→ **About this task**:
When a line below contains the word "Joan", copy that line.
*** Opening Extracted records ***
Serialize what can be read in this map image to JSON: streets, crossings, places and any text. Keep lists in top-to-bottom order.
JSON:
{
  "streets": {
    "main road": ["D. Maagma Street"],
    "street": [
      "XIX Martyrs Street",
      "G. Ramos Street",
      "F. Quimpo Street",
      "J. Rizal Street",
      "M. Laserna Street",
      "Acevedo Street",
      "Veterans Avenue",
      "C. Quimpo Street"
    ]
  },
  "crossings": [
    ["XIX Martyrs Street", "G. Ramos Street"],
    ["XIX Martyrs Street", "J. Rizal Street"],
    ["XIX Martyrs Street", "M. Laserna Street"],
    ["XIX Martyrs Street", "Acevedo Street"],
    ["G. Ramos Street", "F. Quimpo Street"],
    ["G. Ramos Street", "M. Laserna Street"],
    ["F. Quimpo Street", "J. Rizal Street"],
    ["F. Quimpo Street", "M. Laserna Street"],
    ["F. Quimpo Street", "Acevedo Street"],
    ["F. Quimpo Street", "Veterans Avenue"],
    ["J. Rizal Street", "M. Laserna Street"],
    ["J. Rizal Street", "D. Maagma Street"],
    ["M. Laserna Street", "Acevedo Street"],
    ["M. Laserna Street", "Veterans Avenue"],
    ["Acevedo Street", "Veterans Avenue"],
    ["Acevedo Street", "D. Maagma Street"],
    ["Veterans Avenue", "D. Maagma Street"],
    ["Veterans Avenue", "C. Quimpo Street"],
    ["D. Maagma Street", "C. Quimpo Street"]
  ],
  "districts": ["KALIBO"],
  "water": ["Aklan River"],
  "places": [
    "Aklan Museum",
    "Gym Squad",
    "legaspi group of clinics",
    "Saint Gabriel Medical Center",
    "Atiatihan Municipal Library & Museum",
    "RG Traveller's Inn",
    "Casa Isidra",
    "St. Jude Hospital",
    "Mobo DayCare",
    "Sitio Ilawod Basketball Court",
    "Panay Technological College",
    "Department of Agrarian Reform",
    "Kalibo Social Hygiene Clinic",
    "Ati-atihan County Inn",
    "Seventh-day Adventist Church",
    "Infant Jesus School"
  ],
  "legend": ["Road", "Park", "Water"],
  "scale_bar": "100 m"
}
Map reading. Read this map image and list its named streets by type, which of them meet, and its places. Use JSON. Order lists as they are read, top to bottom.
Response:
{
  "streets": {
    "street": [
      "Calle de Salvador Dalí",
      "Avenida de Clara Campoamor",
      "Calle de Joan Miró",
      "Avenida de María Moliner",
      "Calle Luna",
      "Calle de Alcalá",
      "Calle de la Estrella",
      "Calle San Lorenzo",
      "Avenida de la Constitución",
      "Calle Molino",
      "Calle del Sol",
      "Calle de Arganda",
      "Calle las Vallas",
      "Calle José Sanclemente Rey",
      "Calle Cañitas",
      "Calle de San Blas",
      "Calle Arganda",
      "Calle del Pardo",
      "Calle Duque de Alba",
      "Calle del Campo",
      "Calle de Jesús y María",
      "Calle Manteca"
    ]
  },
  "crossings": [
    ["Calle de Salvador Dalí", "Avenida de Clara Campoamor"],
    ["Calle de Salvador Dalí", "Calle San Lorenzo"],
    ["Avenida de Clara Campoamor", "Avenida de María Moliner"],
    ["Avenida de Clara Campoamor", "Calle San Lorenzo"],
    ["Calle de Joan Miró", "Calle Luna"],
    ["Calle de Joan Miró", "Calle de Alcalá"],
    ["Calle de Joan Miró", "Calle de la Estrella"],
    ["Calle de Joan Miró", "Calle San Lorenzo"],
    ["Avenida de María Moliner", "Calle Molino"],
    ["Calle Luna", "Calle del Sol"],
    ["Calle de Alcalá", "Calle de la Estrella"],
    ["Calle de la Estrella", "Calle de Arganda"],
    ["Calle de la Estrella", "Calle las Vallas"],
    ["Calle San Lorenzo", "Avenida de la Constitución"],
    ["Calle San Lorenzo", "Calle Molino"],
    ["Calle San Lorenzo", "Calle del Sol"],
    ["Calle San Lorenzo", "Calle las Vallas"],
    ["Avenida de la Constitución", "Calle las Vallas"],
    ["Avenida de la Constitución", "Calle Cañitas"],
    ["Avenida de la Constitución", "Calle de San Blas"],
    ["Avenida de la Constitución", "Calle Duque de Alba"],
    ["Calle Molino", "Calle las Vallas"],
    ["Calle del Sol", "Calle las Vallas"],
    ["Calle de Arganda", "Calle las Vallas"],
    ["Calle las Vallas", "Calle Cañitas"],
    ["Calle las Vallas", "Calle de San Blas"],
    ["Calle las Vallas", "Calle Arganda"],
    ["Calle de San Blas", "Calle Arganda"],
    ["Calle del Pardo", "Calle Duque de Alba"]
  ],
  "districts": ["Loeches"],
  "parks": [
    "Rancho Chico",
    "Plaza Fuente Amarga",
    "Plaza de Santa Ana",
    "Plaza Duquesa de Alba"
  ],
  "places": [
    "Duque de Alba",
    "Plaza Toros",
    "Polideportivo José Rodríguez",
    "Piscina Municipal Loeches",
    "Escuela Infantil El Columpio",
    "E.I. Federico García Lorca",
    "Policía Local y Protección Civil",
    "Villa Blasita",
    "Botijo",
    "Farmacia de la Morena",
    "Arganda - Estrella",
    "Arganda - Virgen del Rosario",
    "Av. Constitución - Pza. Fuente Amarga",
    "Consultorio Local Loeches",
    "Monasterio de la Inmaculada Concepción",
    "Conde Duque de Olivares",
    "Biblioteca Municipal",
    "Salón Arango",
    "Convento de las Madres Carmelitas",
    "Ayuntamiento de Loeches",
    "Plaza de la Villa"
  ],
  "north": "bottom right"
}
*** Closing Extracted records ***
→ **Completed exercise**:
      "Calle de Joan Miró",
    ["Calle de Joan Miró", "Calle Luna"],
    ["Calle de Joan Miró", "Calle de Alcalá"],
    ["Calle de Joan Miró", "Calle de la Estrella"],
    ["Calle de Joan Miró", "Calle San Lorenzo"],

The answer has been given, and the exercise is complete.